Welfare Scholar Peter Dwyer goes further to consider the question of gender and citizenship by showing that it is not gender blind, but citizenship by default is considered masculine, and women are not given citizenship rights. Dwyer explains that citizenship that is considered "male" is seen as "public citizens" who have traits like rationality and impartiality that make them responsible citizens. On the other hand, Dwyer lays out women's construction of "private non-citizen," where women are the opposite of men, being irrational, emotional, and ill-equipped to handle the responsibilities of citizenship. This construction of men and women helps explain why citizenship rights and welfare rights are more difficult for women to access. All of these inequities in citizenship rights are only made more intense when other intersectional factors are considered including race, class, sexuality, and education. Dwyer then introduces the concepts of the "caregiver parity model" and the "universal breadwinner model" as ways to allow women easier access to the welfare state. In the caregiver parity model, according to Reid, women have equal access to childcare. This then allows women to access the labor market freely, offering them the same opportunity as when they receive welfare benefits. On the other hand, the universal breadwinner model, as explained by Lister, focuses less on care work responsibilities and more on women's economic employment opportunities with the belief that access to employment will lead to more equal welfare benefits. As pointed out by Dwyer, both models allow significant opportunities and challenges for advancing women's welfare citizenship.
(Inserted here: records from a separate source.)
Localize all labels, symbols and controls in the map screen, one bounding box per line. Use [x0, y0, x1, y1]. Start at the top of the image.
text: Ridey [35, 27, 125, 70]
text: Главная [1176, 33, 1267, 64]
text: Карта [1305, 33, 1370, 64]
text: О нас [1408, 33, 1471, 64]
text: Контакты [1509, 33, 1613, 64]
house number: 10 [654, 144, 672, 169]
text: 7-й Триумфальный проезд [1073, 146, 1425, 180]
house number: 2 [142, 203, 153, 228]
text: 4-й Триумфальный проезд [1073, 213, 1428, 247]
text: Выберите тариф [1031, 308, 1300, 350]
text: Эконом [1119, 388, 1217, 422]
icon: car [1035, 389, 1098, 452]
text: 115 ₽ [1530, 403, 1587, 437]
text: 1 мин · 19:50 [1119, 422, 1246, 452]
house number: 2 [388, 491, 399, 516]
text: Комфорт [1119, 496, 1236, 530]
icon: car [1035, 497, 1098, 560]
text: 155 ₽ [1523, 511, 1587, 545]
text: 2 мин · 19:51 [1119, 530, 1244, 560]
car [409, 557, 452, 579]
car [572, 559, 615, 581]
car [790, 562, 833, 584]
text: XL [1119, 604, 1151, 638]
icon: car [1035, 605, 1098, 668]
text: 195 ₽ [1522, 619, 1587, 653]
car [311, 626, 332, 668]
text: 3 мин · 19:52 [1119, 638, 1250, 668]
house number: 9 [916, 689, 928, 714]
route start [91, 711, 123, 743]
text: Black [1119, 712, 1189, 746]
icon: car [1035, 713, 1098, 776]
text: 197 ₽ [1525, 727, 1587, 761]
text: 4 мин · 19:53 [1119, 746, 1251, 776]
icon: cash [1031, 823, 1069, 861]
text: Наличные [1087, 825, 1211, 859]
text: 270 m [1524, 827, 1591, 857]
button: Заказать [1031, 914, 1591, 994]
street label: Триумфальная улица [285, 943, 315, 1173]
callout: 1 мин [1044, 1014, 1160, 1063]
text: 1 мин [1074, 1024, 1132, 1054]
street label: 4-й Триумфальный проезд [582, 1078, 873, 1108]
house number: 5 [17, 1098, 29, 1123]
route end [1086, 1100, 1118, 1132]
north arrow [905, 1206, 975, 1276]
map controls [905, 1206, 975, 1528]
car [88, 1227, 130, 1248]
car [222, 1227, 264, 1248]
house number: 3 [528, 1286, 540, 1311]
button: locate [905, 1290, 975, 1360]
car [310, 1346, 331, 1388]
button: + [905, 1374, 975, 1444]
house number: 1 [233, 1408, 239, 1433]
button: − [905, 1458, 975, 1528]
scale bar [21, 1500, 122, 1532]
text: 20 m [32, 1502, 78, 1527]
Sociologist Ann Shola Orloff reframes the three dimensions with a gendered lens. As she reframes, Orloff incorporates gender and expands the decommodification index within three dimensions: 1) focus on families and the welfare states in state and market relations, 2) including the relationship between gender and labor in stratifications on social provisions, 3) how men and women are dependent on the labor market and the effect of welfare on decommodification for both genders. Reframing the decommodification index with a gendered lens ensures women doing care-work are not left behind within the welfare state.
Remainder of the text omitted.